Given:
A simple and small pandas dataframe as follows:
df = pd.DataFrame(
{
"user_ip": ["u7", "u3", "u1", "u9", "u4","u8", "u1", "u2", "u5"],
"raw_sentence": ["First sentence!", np.nan, "I go to school everyday!", "She likes chips!", "I go to school everyday!", "This is 1 sample text!", "She likes chips!", "This is the thrid sentence.", "I go to school everyday!"],
}
)
user_ip raw_sentence
0 u7 First sentence!
1 u3 NaN
2 u1 I go to school everyday!
3 u9 She likes chips!
4 u4 I go to school everyday! <<< duplicate >>>
5 u8 This is 1 sample text!
6 u1 She likes chips! <<< duplicate >>>
7 u2 This is the thrid sentence.
8 u5 I go to school everyday! <<< duplicate >>>
Goal:
I wonder if I could possibly avoid calling map
or consider any other strategies for those rows with duplicated (exact similar) sentences in raw_sentence
column. My intention is to speedup my implementation for bigger sized pandas dataframe (~100K
rows).
[Inefficient] Solution:
Right now, I take advantage of .map()
using lambda
which goes through each row and call get_lm()

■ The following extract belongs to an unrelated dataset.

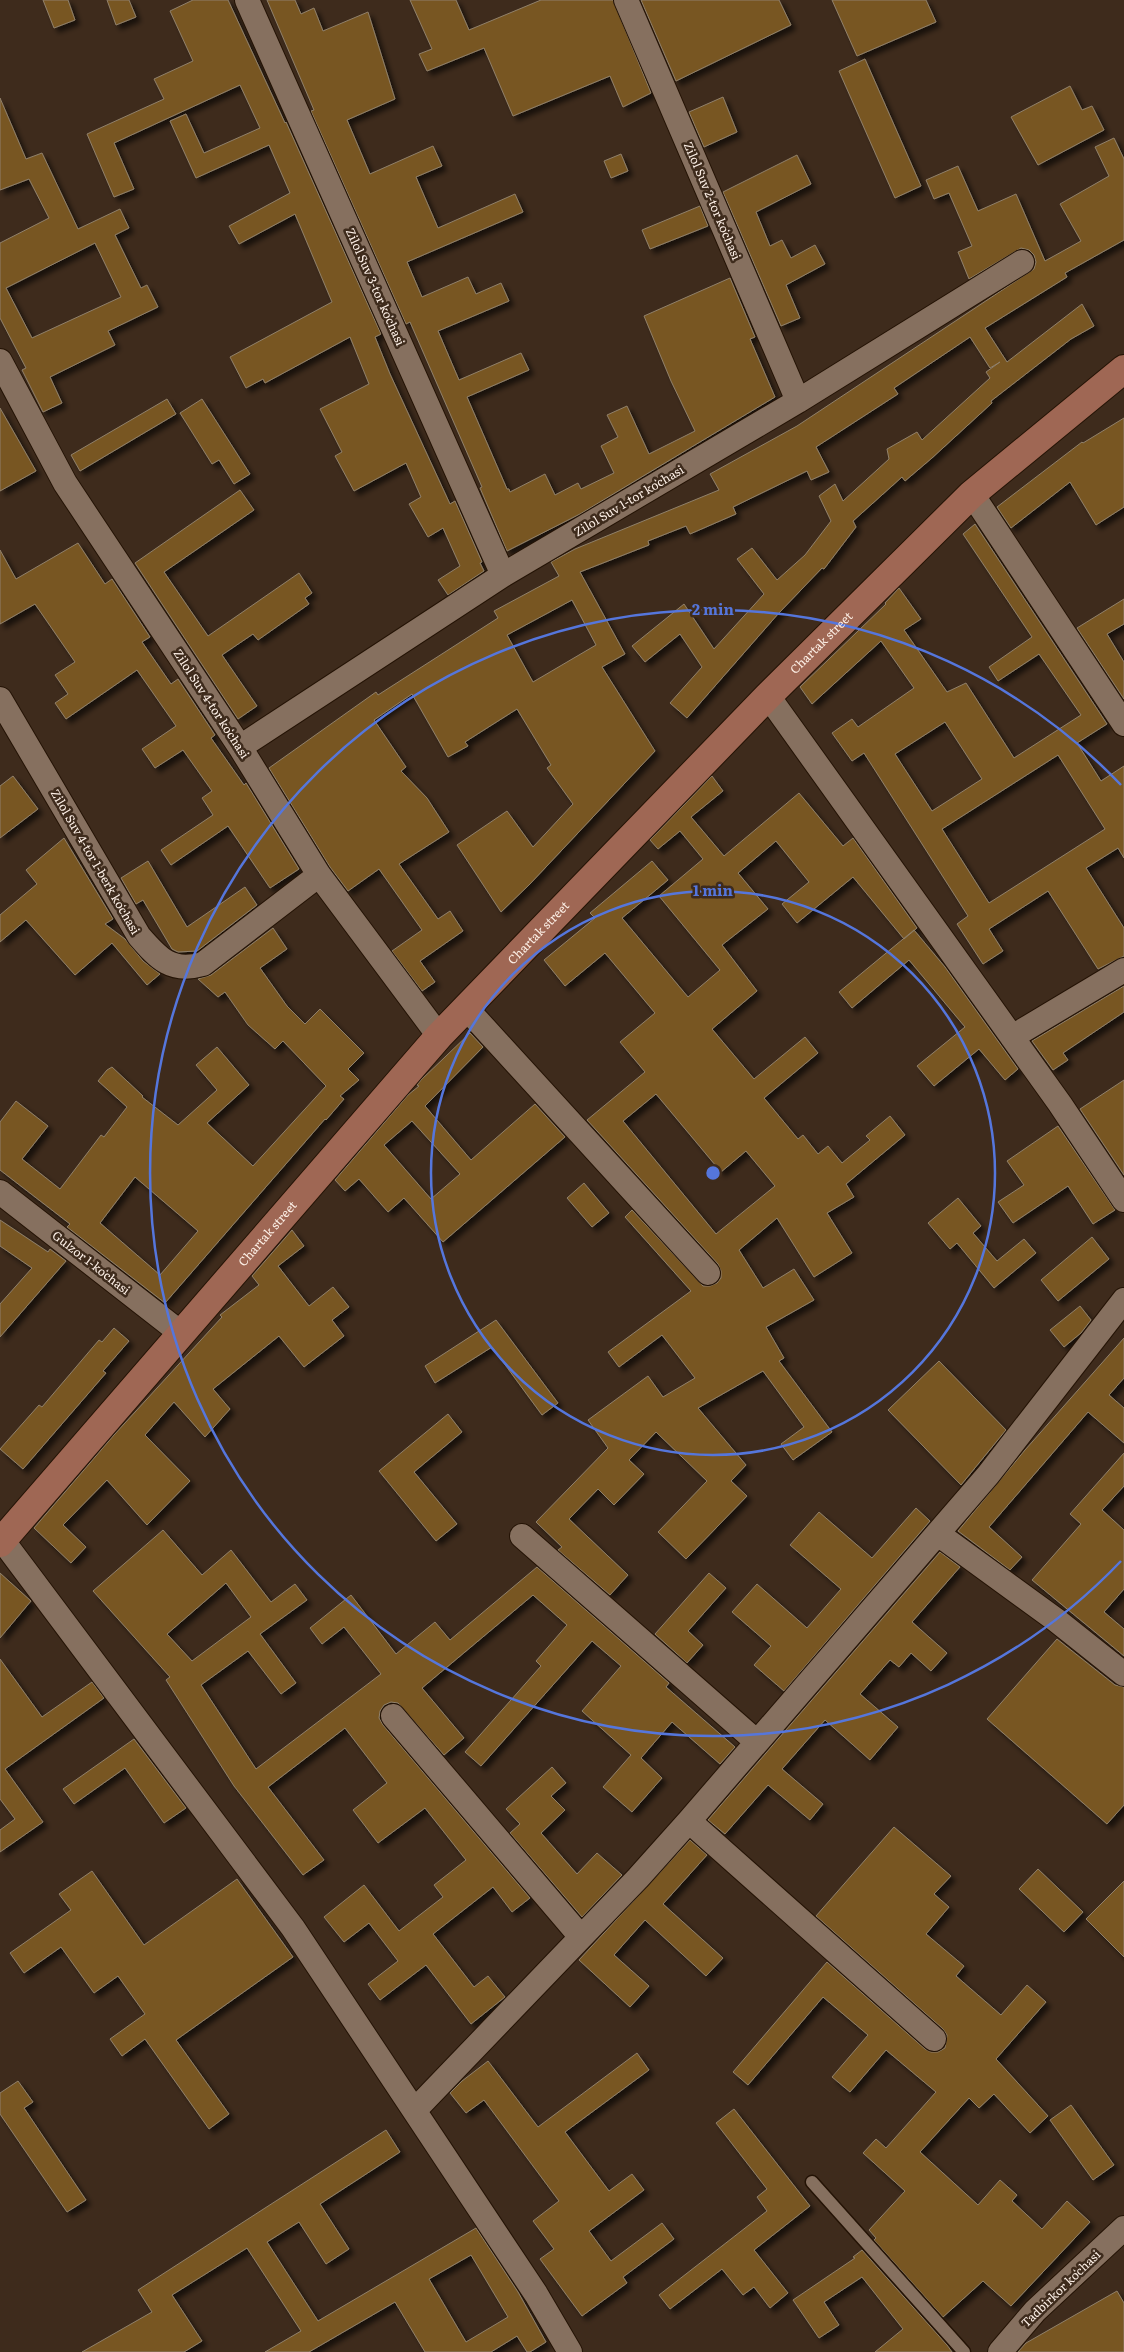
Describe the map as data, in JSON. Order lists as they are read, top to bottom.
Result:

function to retrieves lemmas of raw input sentences as follows:
import nltk
nltk.download('all', quiet=True, raise_on_error=True,)

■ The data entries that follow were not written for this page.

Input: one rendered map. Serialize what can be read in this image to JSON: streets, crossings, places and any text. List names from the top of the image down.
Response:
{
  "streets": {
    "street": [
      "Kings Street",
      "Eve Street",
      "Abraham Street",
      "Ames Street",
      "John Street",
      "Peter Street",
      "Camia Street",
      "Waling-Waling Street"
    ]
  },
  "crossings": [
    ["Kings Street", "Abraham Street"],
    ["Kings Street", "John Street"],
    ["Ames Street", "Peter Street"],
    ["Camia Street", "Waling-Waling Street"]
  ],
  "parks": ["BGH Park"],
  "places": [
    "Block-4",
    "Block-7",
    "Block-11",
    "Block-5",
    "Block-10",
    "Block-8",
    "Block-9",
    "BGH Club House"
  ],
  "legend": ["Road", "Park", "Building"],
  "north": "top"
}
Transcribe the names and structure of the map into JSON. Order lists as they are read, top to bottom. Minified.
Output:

STOPWORDS = nltk.corpus.stopwords.words('english')
wnl = nltk.stem.WordNetLemmatizer()
tokenizer = nltk.tokenize.RegexpTokenizer(r'\w+')

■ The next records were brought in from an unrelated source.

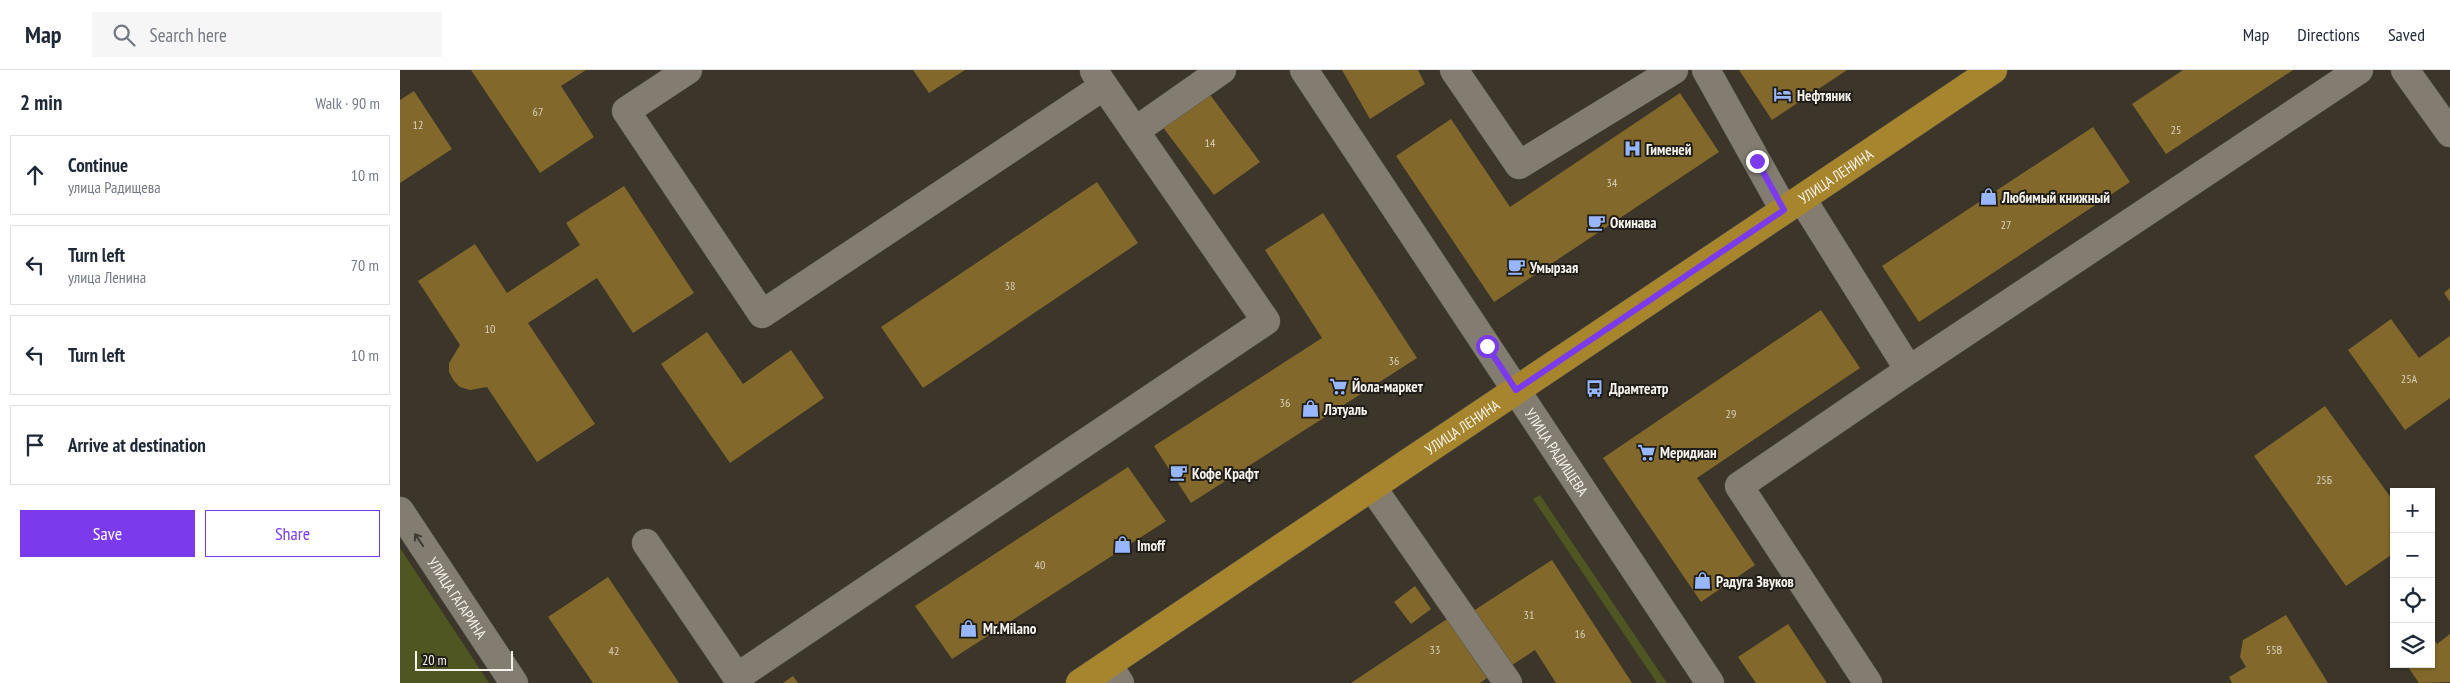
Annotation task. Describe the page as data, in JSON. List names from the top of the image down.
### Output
{
  "streets": {
    "main road": ["УЛИЦА ЛЕНИНА"],
    "street": ["УЛИЦА РАДИЩЕВА", "УЛИЦА ГАГАРИНА"]
  },
  "crossings": [
    ["УЛИЦА ЛЕНИНА", "УЛИЦА РАДИЩЕВА"]
  ],
  "one_way": ["УЛИЦА ГАГАРИНА"],
  "places": {
    "hotel": ["Нефтяник"],
    "hospital": ["Гименей"],
    "shop": [
      "Любимый книжный",
      "Лэтуаль",
      "Imoff",
      "Радуга Звуков",
      "Mr.Milano"
    ],
    "cafe": ["Окинава", "Умырзая", "Кофе Крафт"],
    "supermarket": ["Йола-маркет", "Меридиан"],
    "bus stop": ["Драмтеатр"]
  },
  "house_numbers": [
    "67",
    "12",
    "25",
    "14",
    "34",
    "27",
    "38",
    "10",
    "36",
    "25А",
    "36",
    "29",
    "25Б",
    "40",
    "31",
    "16",
    "33",
    "55В",
    "42"
  ],
  "scale_bar": "20 m",
  "page": {
    "header": "Map",
    "search": "Search here",
    "nav": ["Map", "Directions", "Saved"],
    "heading": ["2 min", "Walk · 90 m"],
    "list": [
      ["Continue", "улица Радищева", "10 m"],
      ["Turn left", "улица Ленина", "70 m"],
      ["Turn left", "10 m"],
      "Arrive at destination"
    ],
    "map_buttons": ["+", "−"],
    "buttons": ["Save", "Share"],
    "scale": "20 m"
  }
}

def get_lm(input_sent:str="my text!"):
tks = [ w for w in tokenizer.tokenize(input_sent.lower()) if not w in STOPWORDS and len(w) > 1 and not w.isnumeric() ]
lms = [ wnl.lemmatize(w, t[0].lower()) if t[0].lower() in ['a', 's', 'r', 'n', 'v'] else wnl.lemmatize(w) for w, t in nltk.pos_tag(tks)]
return lms
df["lemma"] = df["raw_sentence"].map(lambda raw: get_lm(input_sent=raw), na_action='ignore')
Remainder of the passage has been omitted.